++++ RECORDED DATA ++++

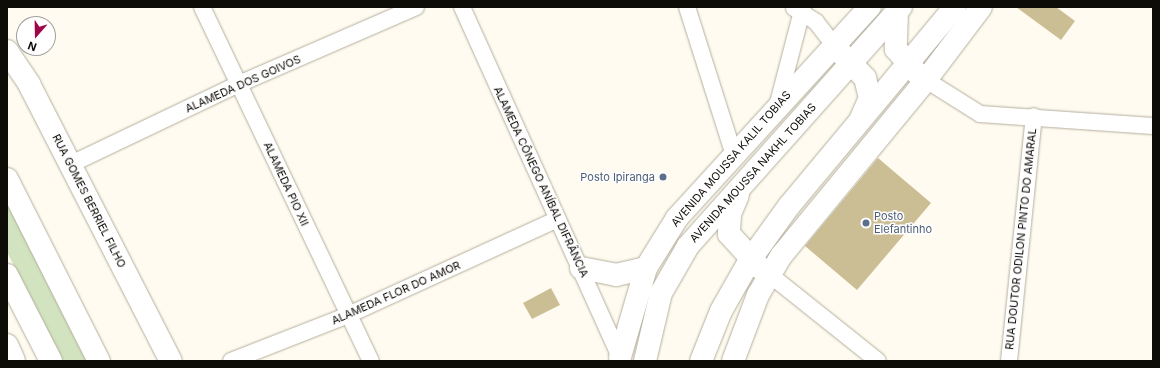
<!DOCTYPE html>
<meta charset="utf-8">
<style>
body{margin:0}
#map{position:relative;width:1160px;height:368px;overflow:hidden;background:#fffbf0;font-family:Inter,sans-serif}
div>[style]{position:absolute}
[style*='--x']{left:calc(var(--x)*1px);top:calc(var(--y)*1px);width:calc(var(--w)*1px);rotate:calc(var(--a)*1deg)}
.green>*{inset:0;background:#d1e4bf}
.building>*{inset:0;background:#ccbe94}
.roads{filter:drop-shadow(0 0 1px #b4af9d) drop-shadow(0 0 1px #b4af9d)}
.street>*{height:16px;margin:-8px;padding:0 8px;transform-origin:8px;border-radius:8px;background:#fff}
.secondary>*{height:22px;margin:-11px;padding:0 11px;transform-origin:11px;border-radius:11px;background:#fff}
.highway>*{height:22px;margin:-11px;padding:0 11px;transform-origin:11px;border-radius:11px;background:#fff}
.dots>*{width:11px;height:11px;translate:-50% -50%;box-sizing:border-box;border:2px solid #fff;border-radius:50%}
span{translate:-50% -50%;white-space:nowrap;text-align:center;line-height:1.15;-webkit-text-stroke:3px #fff;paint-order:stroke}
.street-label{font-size:11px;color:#0e0c07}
.service-label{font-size:11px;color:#4e5e75}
.right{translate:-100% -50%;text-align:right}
.left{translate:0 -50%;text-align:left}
.frame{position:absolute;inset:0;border:8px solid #0e0c07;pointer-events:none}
.north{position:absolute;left:16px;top:16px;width:40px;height:40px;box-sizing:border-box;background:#fff;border:1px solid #9f9e9c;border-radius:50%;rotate:200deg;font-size:11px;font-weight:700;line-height:16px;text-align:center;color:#0e0c07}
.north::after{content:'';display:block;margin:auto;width:14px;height:18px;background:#9f064a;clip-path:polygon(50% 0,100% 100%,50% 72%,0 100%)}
</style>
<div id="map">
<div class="green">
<i style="clip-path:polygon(7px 202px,87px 361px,62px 361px,7px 252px)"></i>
</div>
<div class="building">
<i style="clip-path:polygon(1016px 7px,1056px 7px,1075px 21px,1061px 40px)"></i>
<i style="clip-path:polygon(878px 158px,931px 203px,857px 290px,805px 246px)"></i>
<i style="clip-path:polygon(551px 288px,560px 305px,532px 319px,523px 303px)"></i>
</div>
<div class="roads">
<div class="street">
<i style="--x:202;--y:7;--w:392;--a:64.5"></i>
<i style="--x:462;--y:7;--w:388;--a:65.7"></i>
<i style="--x:687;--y:7;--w:155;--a:72.4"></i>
<i style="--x:794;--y:8;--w:26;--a:32"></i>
<i style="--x:816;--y:22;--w:31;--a:52"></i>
<i style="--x:926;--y:80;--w:64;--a:32.2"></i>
<i style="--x:980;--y:114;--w:173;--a:4"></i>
<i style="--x:778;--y:103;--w:99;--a:-75.4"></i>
<i style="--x:71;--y:164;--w:186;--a:-25.5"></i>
<i style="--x:239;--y:84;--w:193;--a:-23.5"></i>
<i style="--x:769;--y:274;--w:139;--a:38.6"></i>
<i style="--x:231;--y:361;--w:123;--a:-21.4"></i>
<i style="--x:346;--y:316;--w:233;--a:-24.6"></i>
<i style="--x:1009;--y:361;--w:246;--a:-84.2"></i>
</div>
<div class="secondary">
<i style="--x:897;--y:11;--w:38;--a:92"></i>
<i style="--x:896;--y:49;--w:35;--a:49"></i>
<i style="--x:840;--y:52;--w:36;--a:46"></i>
<i style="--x:865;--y:78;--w:21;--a:76"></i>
<i style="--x:870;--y:98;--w:22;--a:114"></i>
<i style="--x:738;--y:195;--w:21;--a:113"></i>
<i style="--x:730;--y:214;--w:20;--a:93"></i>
<i style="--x:729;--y:234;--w:46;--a:47.6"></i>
<i style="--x:581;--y:268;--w:36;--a:11"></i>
<i style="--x:616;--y:275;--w:31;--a:-13"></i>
<i style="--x:620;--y:357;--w:93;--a:-73.7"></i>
<i style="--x:646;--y:268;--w:59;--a:-58.2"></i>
<i style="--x:677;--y:218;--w:286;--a:-47.6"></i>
<i style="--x:645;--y:361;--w:70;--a:-76.8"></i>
<i style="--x:661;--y:293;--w:54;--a:-60.1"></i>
<i style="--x:688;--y:246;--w:320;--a:-48.3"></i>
<i style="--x:701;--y:361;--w:54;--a:-68.2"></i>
<i style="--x:721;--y:311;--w:59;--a:-60.4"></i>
<i style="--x:750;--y:260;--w:67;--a:-54.2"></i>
<i style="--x:789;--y:206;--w:259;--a:-50.2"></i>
<i style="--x:733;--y:361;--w:71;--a:-69.3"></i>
<i style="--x:758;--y:295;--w:45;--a:-59.5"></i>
<i style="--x:781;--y:256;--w:228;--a:-50.5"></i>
<i style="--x:926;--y:80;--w:91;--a:-53"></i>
</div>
<div class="highway">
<i style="--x:7;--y:51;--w:40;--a:56"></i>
<i style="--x:29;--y:84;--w:311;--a:62.9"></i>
<i style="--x:7;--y:179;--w:204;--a:63.2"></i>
<i style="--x:7;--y:275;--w:97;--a:62.9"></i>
<i style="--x:7;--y:345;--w:17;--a:66"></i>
</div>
</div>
<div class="dots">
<i style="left:663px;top:177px;background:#5c6f8a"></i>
<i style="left:866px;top:223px;background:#5c6f8a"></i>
</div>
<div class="street-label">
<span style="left:243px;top:84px;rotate:-24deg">ALAMEDA DOS GOIVOS</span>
<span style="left:731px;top:159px;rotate:-49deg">AVENIDA MOUSSA KALIL TOBIAS</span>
<span style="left:753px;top:173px;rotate:-48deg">AVENIDA MOUSSA NAKHL TOBIAS</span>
<span style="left:541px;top:182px;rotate:65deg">ALAMEDA CÔNEGO ANÍBAL DIFRÂNCIA</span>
<span style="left:286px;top:184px;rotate:65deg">ALAMEDA PIO XII</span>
<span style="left:89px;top:201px;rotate:63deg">RUA GOMES BERRIEL FILHO</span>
<span style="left:1021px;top:239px;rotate:-84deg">RUA DOUTOR ODILON PINTO DO AMARAL</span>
<span style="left:396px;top:293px;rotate:-24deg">ALAMEDA FLOR DO AMOR</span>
</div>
<div class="service-label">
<span class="right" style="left:655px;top:177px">Posto Ipiranga</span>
<span class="left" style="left:874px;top:223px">Posto<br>Elefantinho</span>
</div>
<div class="frame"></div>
<div class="north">N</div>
</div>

++++

**TASK BRIEF:** Would you copy, exactly, each line from the start of the listing above through the line with "1px #b4af9d) drop-shadow(0", both ends included, but none of the pictures?

**YOUR SOLUTION:**
<!DOCTYPE html>
<meta charset="utf-8">
<style>
body{margin:0}
#map{position:relative;width:1160px;height:368px;overflow:hidden;background:#fffbf0;font-family:Inter,sans-serif}
div>[style]{position:absolute}
[style*='--x']{left:calc(var(--x)*1px);top:calc(var(--y)*1px);width:calc(var(--w)*1px);rotate:calc(var(--a)*1deg)}
.green>*{inset:0;background:#d1e4bf}
.building>*{inset:0;background:#ccbe94}
.roads{filter:drop-shadow(0 0 1px #b4af9d) drop-shadow(0 0 1px #b4af9d)}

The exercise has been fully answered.